OTAA accept not received when in reach of multiple gateways

bluejedi · November 26, 2019, 12:05pm

This is the current LMIC reference library for the Arduino framework and SX1276 based modules like HPD13A and RFM95W. But version 2.3.2 is not the latest version.

Grillbaer · November 26, 2019, 6:37pm

No. I expect a small helix inside the <40 mm plastic cover:

Shouldn’t antenna gain have a quite symmetric effect on TX and RX? But I don’t know to much about HF…

That would be a simple way to test it. I’m going to do some more tests at the week-end, perhaps they give some more insights.

cslorabox · November 26, 2019, 6:39pm

Gain, yes. But something like digital or power supply noise from the local system is more likely to be an issue for receiving than transmitting.

That said LoRa has a LOT more immunity to such things than other sub-GHz schemes (OOK remote controls are very susceptible for example)

Grillbaer · November 26, 2019, 6:53pm

Oh, thank you I only looked at the github releases, not the tags. Then I’ll switch to MCCI LoRaWAN LMIC library@3.0.99.

Is this lib a good choice for ESP32? It needs not necessarily be based on the Arduino libs for me.

Grillbaer · November 26, 2019, 7:04pm

Sounds possible. I could try to have a look at the LoRa power supply with the oscilloscope. This revision of the T-Beam board has some mighty multi-purpose AXP192 power management chip on it, the big chip between display and antenna with nearly as much pins as the µC, which is covered by the display. Who knows, what its output looks like…

arjanvanb · November 26, 2019, 7:38pm

Another fun fact that might affect/help your testing of downlinks transmitted by remote gateways, after the device has joined: (at least) in the EU868 frequency plan, a downlink in RX2 uses SF9, regardless what SF was used in the uplink. And that uses an increased power:

This does not apply to the OTAA Join Accept (as at that point the device does not yet know about the TTN-specific settings, which it actually gets in the data of that very Join Accept). But after joining, or when using ABP, you might turn off the close-by gateway, schedule a downlink in TTN Console, and transmit a SF11 or SF12 uplink to increase the chance that TTN will tell the remote gateway to use RX2 with SF9 and a higher transmission power for a downlink.

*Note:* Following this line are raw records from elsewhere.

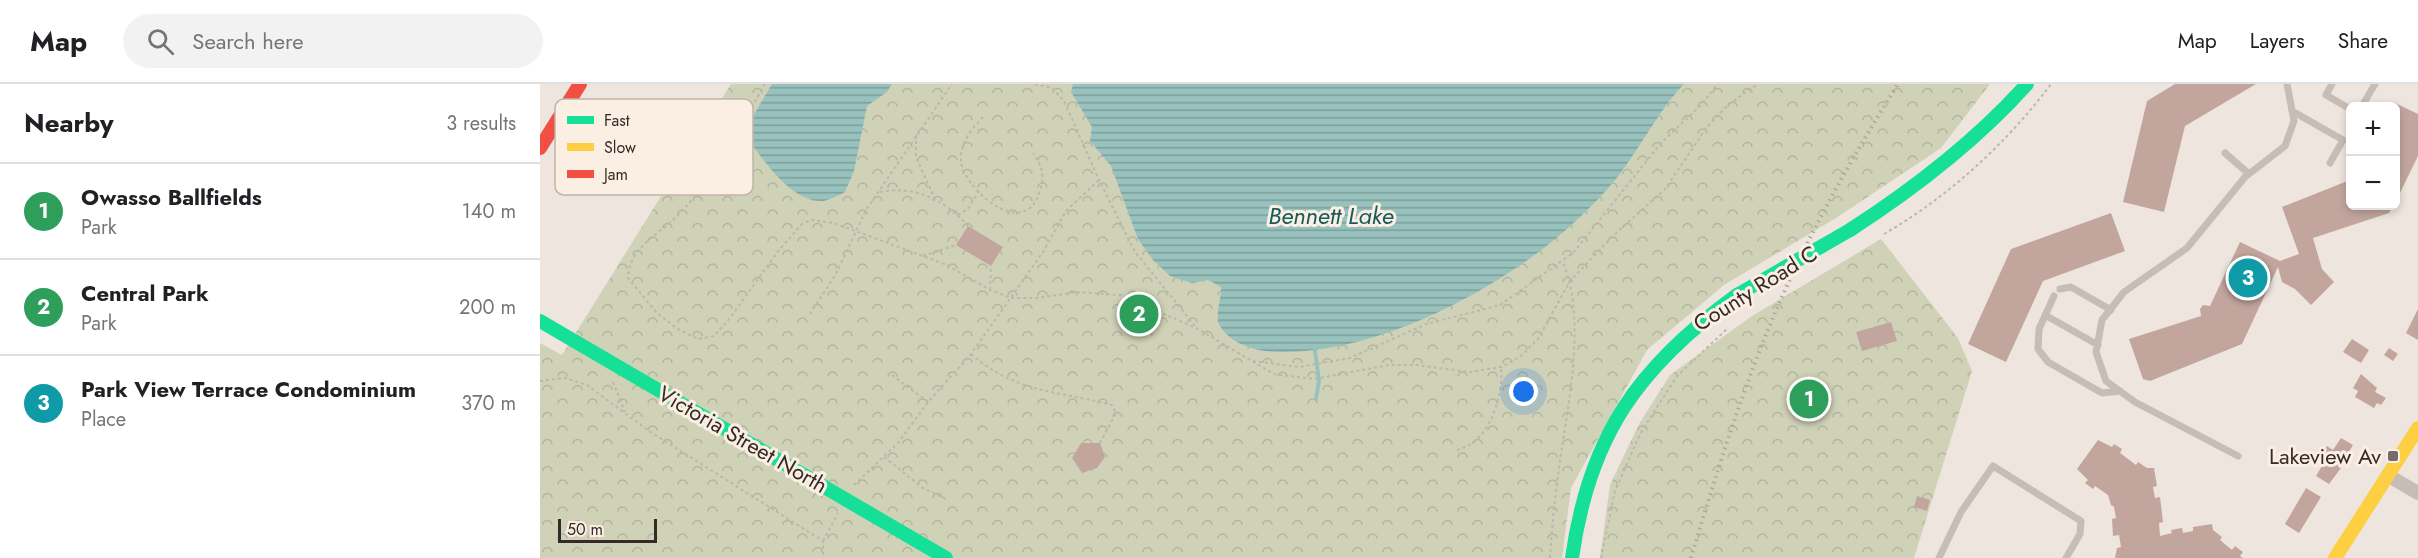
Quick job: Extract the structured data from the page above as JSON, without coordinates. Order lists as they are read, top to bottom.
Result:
{
  "streets": {
    "street": ["County Road C", "Victoria Street North"]
  },
  "water": ["Bennett Lake"],
  "places": {
    "transit": ["Lakeview Av"]
  },
  "legend": ["Fast", "Slow", "Jam"],
  "scale_bar": "50 m",
  "page": {
    "header": "Map",
    "search": "Search here",
    "nav": ["Map", "Layers", "Share"],
    "heading": ["Nearby", "3 results"],
    "map_buttons": ["+", "−"],
    "list": [
      {
        "mark": "1",
        "name": "Owasso Ballfields",
        "note": "Park",
        "value": "140 m"
      },
      {
        "mark": "2",
        "name": "Central Park",
        "note": "Park",
        "value": "200 m"
      },
      {
        "mark": "3",
        "name": "Park View Terrace Condominium",
        "note": "Place",
        "value": "370 m"
      }
    ],
    "pins": ["3", "2", "1"],
    "scale": "50 m"
  }
}
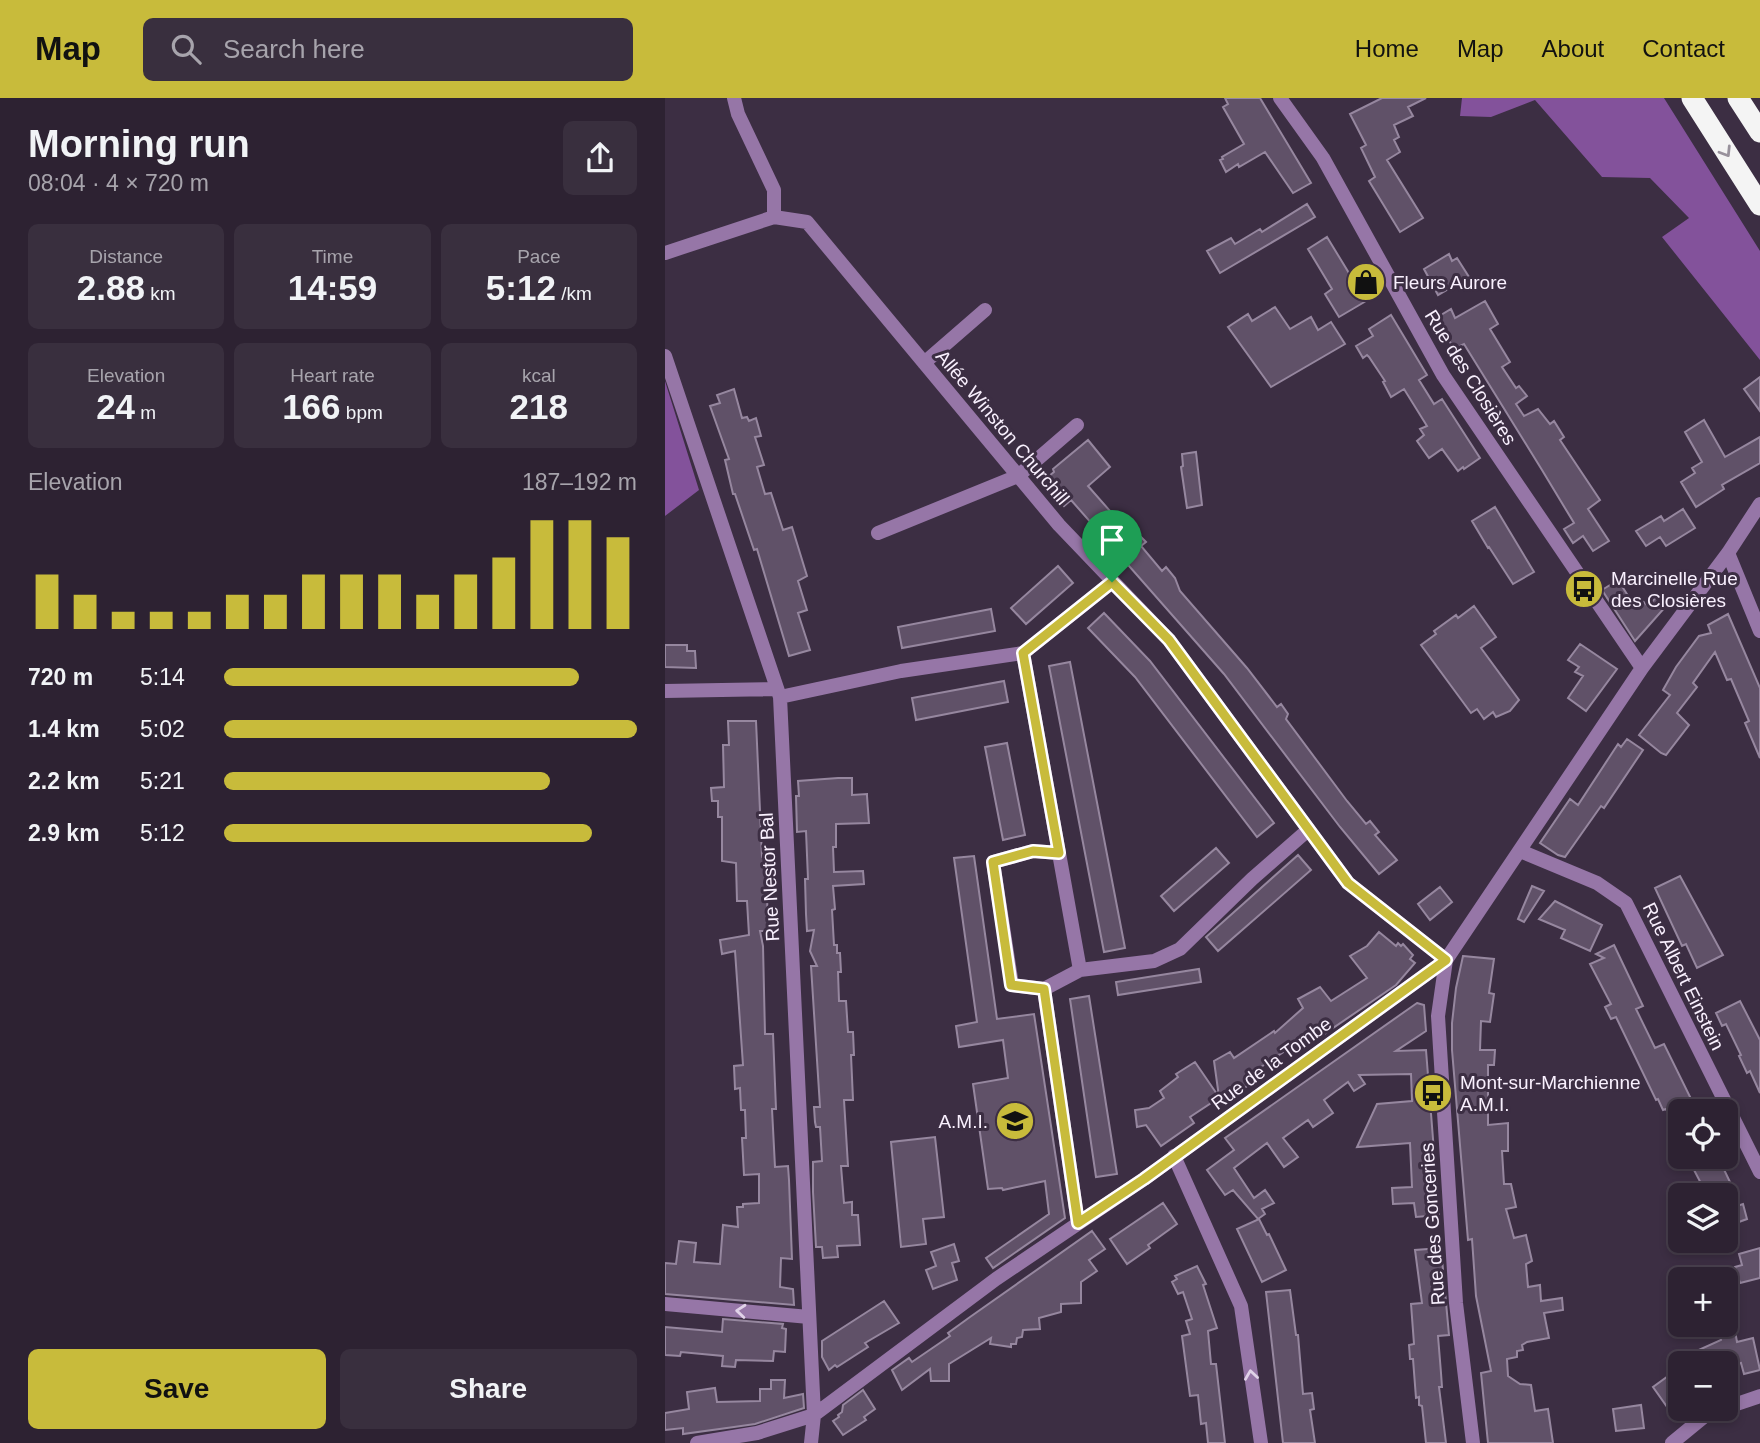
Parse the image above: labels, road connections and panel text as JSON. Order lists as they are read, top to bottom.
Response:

I’ve no idea of any of the above is useful for debugging the topic at hand. However, testing for RX2 is good anyway!

Grillbaer · November 26, 2019, 8:18pm

So, this is the noise on the 3.3 V supply voltage of the LoRa module:

Lots of bursts of spikes with at least 30 mV peak-peak.
On spike zoomed in:

And this is with a 100 nF capacitor soldered directly to the power supply pins:

Much better

I have to stop the modifications before doing some more testing, now. Otherwise I won’t know what was the cause.

cslorabox · November 26, 2019, 9:02pm

Bypass capacitors are of course important.

I have to say my first guess is not that local digital noise is your problem - I mentioned that with regard to the antenna reciprocity question, but don’t mean to encourage getting too sidetracked.

My actual suspicion is that some software issue, either in the node or on the infrastructure side, is meaning that you aren’t ending up with a LoRa radio transmitting and receiving with compatible settings at the same exact time.

bluejedi · November 27, 2019, 3:08pm

Yes it is, but if you prefer to use Espressif ESP-IDF instead of the Arduino framework, the same library has been ported to ESP-IDF.

See ttn-esp32 here:
Overview of LoRaWAN Libraries [HowTo] - #7 by blem

Grillbaer · November 27, 2019, 6:22pm

We will see … hopefully

Trying to figure out, why things don’t work as expected, is a great way to learn and get more insights in my eyes. Learning by debugging

Grillbaer · November 27, 2019, 6:32pm

Perhaps I can employ this hint, but I’ll first try to go step by step. Thanks

Grillbaer · November 30, 2019, 5:34pm

Today, I did some more testing.

The t-beam now displays RSSI and SNR for all downlink messages. Unfortunately, I don’t know how accurate the readings from the HPD13A registers on this board are. I used the conversion from the SX1276 data-sheet, since it’s a clone and I did not find a separate data-sheet. This does not take board specifica into account. The LMIC lib itself seems to contain some hardcoded conversions for RSSI, which do match for this chip.

I also added some shielding to the board. With this, I was able to get some successful joins at locations, where it did never work before.

The MQTT messages on my mobile phone were of great help!

Tests:

My TTIG off, so only the other GW was within reach. Joins were possible, but the success rate was 50% at best. It almost always received the join requests (visible in MQTT app log), but the device did not always receive the response. Even when I was only some hundred meters away, only about every second attempt succeeded.
The RSSI/SNR values at the GW were always better than those displayed on my device. Some samples:
location A: GW -108/8 vs. dev -112/4
location B: GW -72/12 vs. dev -82/7.5
My TTIG on, the device in the same house. I saw the join accepts coming from my GW. Joins were almost always successful, only sometimes the responses were not visible on my GW traffic log. RSSI/SNR about GW -68/10 vs. dev -80/9.
I tested with a second T-Beam, same revision, also with shielding. The behavior and RSSI/SNR readings were not much different.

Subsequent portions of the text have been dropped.